Un plettro e un charleston ampliano l'organico della band e d'improvviso l'universo dei Bachi è sottosopra, salvo accorgerti che la rivoluzione passa soprattutto per certi testi: accantonato il verso scolpito e sibilante del passato, si opta per una parola che è parabola, frase canonica, narrazione, in alcuni frangenti figlia di un reiterare ritmico (una Enigma che cita addetti ai lavori più o meno nell'orbita della formazione, da Ceccarelli di Estragon Lab a Chris di Bronson Produzioni, da La Tempesta Dischi ai Massimo Volume, da Mirko Spino di Wallace Records a Rico Gamondi di Uochi Toki/La morte), in altri di una spoken word quasi hip hop che non disdegna il gioco di parole (Fessura), in altri ancora di uno scorrere lineare anomalo per i canoni del gruppo (Dio del suolo).

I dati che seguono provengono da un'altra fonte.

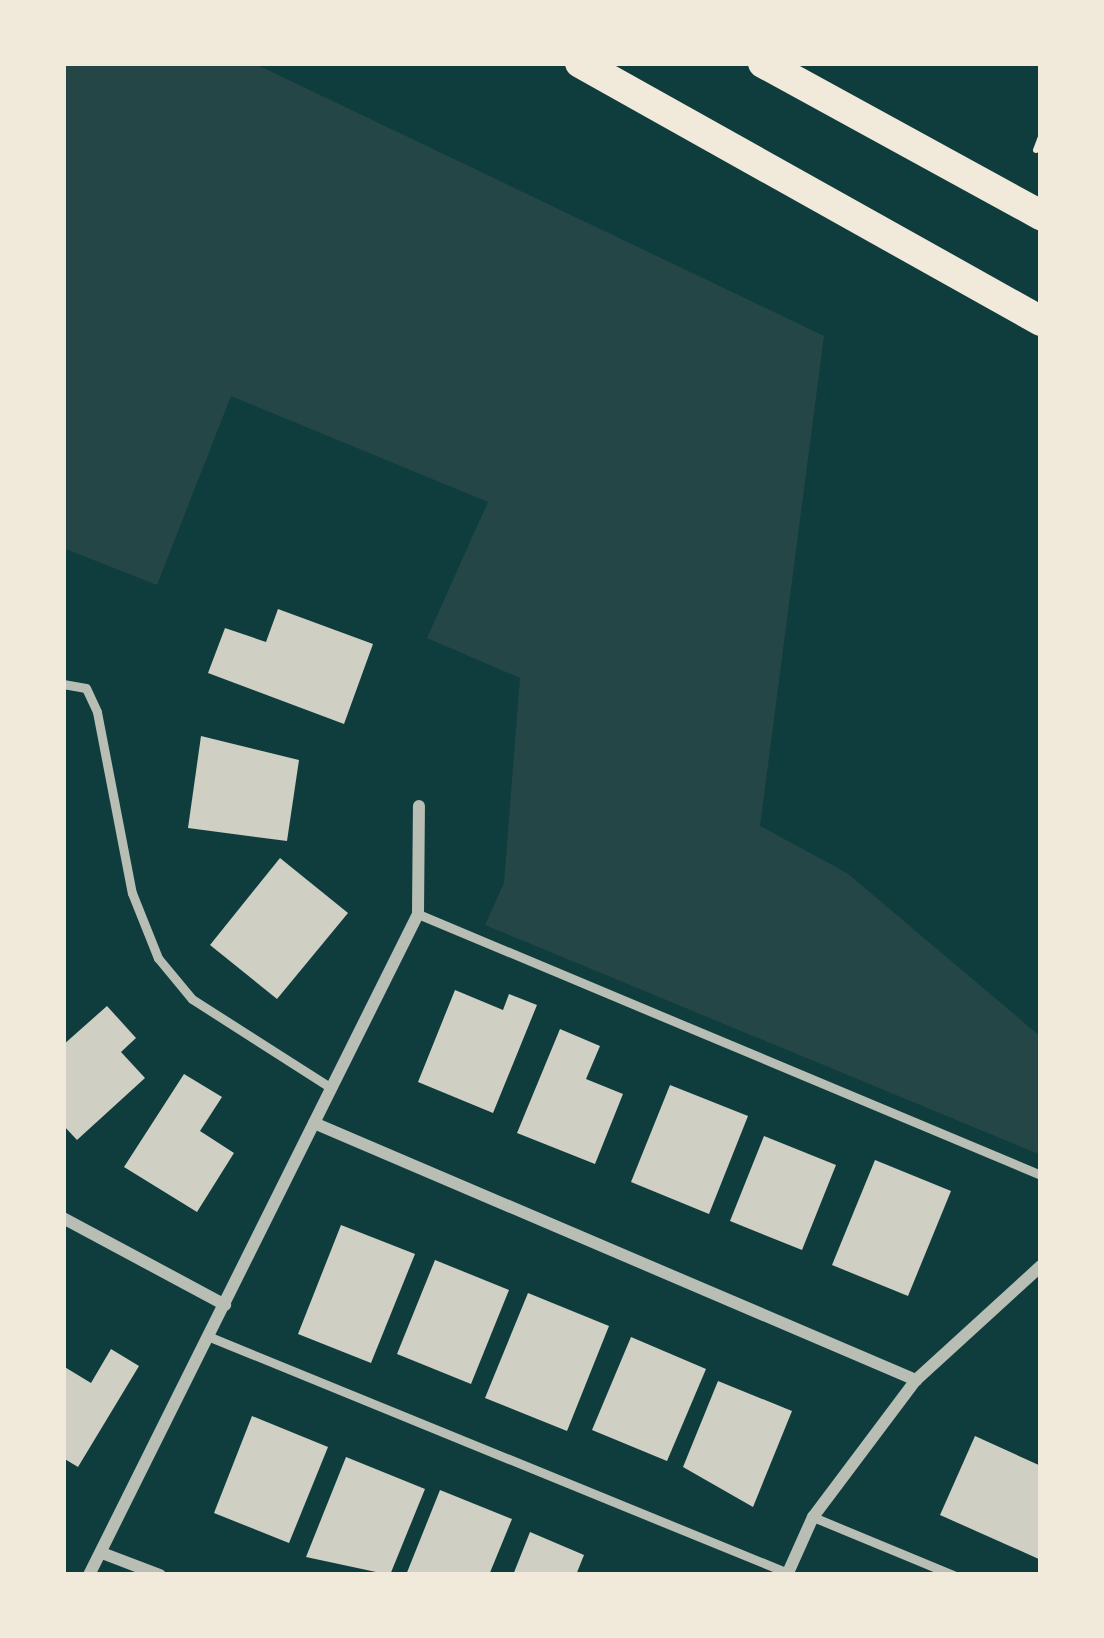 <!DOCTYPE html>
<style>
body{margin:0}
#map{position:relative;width:1104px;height:1638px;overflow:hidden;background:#0f3d3e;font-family:"IBM Plex Sans",sans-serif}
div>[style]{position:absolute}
.green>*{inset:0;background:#244646}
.building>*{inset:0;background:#cfcfc3}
.path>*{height:6px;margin:-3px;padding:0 3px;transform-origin:3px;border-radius:3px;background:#f1e9da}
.service>*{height:9px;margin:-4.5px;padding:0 4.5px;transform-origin:4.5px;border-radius:4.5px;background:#b8beb3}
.minor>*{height:12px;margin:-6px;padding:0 6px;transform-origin:6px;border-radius:6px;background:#b8beb3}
.primary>*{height:30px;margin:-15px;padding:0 15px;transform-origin:15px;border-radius:15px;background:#f1e9da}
span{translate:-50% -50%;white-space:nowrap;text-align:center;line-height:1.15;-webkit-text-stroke:9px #f1e9da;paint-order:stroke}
.frame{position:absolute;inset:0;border:66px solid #f1e9da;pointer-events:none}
</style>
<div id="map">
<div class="green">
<div style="clip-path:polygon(63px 63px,253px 63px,824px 336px,760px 826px,847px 873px,1041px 1037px,1041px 1155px,485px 925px,504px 883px,520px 678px,427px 638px,488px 502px,231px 396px,157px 585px,63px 548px)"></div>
</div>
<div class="building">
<div style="clip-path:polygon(278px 609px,373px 644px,344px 724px,208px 673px,225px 628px,266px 642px)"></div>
<div style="clip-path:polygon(201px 736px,299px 760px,287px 841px,188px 828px)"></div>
<div style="clip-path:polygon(280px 858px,348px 913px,277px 999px,210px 945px)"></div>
<div style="clip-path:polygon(455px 990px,503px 1010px,509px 994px,537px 1005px,493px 1113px,418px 1082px)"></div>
<div style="clip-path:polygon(107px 1006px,136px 1038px,121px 1052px,145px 1078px,77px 1140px,63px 1125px,63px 1045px)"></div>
<div style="clip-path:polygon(560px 1029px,600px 1046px,586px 1079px,623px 1094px,595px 1164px,517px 1133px)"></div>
<div style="clip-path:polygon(184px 1074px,222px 1097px,200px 1131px,234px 1153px,197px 1212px,124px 1167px)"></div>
<div style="clip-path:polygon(670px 1085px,748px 1116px,709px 1214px,631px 1182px)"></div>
<div style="clip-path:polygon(764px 1136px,836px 1165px,802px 1250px,730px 1221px)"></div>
<div style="clip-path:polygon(875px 1160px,951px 1191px,908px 1296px,832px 1265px)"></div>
<div style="clip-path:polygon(341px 1225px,415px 1254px,371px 1363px,298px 1334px)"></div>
<div style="clip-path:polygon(435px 1260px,509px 1290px,471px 1384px,397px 1354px)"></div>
<div style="clip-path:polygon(528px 1293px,609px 1326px,567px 1431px,485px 1398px)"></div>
<div style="clip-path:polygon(631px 1337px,706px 1369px,667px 1461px,592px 1430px)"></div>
<div style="clip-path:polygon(111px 1349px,139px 1366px,78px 1467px,63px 1458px,63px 1366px,91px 1383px)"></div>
<div style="clip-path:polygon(718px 1381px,792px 1411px,753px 1507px,683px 1467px)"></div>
<div style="clip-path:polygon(252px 1416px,328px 1447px,289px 1543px,214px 1513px)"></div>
<div style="clip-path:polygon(975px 1436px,1041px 1466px,1041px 1560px,940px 1515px)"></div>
<div style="clip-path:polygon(346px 1457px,425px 1489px,390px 1575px,306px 1557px)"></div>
<div style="clip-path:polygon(440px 1490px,512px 1519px,489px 1575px,406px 1575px)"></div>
<div style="clip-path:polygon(530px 1532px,584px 1555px,576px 1575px,513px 1575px)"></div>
</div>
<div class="path">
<div style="left:1036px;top:150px;width:14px;rotate:-69deg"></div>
</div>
<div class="service">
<div style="left:63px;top:684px;width:23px;rotate:10deg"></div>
<div style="left:86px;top:688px;width:26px;rotate:65deg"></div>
<div style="left:97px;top:712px;width:184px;rotate:79.1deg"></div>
<div style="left:132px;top:893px;width:70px;rotate:68.2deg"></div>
<div style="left:158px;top:958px;width:53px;rotate:50.3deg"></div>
<div style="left:192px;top:999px;width:165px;rotate:32.6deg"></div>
<div style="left:418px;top:914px;width:675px;rotate:22.73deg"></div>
<div style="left:210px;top:1337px;width:624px;rotate:22.21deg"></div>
<div style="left:813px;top:1517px;width:152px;rotate:22.5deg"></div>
</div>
<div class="minor">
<div style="left:314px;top:1123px;width:655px;rotate:23.12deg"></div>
<div style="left:63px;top:1218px;width:184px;rotate:28.2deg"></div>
<div style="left:102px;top:1553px;width:62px;rotate:20.8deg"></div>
<div style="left:89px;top:1575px;width:738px;rotate:-63.54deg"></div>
<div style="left:418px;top:914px;width:108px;rotate:-89.5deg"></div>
<div style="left:787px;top:1575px;width:64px;rotate:-65.9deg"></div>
<div style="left:813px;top:1517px;width:171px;rotate:-53.1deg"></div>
<div style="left:916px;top:1380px;width:169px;rotate:-42.4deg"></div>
</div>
<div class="primary">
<div style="left:580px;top:63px;width:528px;rotate:29.23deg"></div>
<div style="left:763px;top:63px;width:317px;rotate:28.7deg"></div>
</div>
<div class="frame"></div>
</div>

Accanto alla voglia sacrosanta di sperimentare con gli amplificatori si assiste, paradossalmente, a una sorta di normalizzazione rispetto ai dischi precedenti. Come se la finzione "teatrale" o "letteraria" che ha retto tutta la discografia dei Bachi fino ad oggi, quell'immaginario sotterraneo e fangoso fondamento della credibilità di un suono inquietante e ridotto all'osso, cedesse il passo a un tentativo di rientrare nei canoni di "genere". Sia stata o meno la produzione (riconoscibile) di Giulio Ragno Favero a far da catalizzatore in questo senso, è innegabile come accanto ai solidi brani sopracitati, Sangue o Mari Lontani, convivano parentesi che, loro malgrado, "bromurizzano" la personalità particolarissima ed esclusiva dei Bachi. Ciò che accade, ad esempio, in Dio del suolo, in Ma anche no o con la slide guitar di Pensieri Parole Opere.
Considerata l'esperienza dei musicisti coinvolti, le aspettative per la quinta fatica di studio dei Bachi da Pietra erano altissime. Succi e Dorella rispondono con un Quintale fisico e di buone idee che convince senza sconvolgere, come se tutto fosse, in definitiva, meno pericoloso del previsto."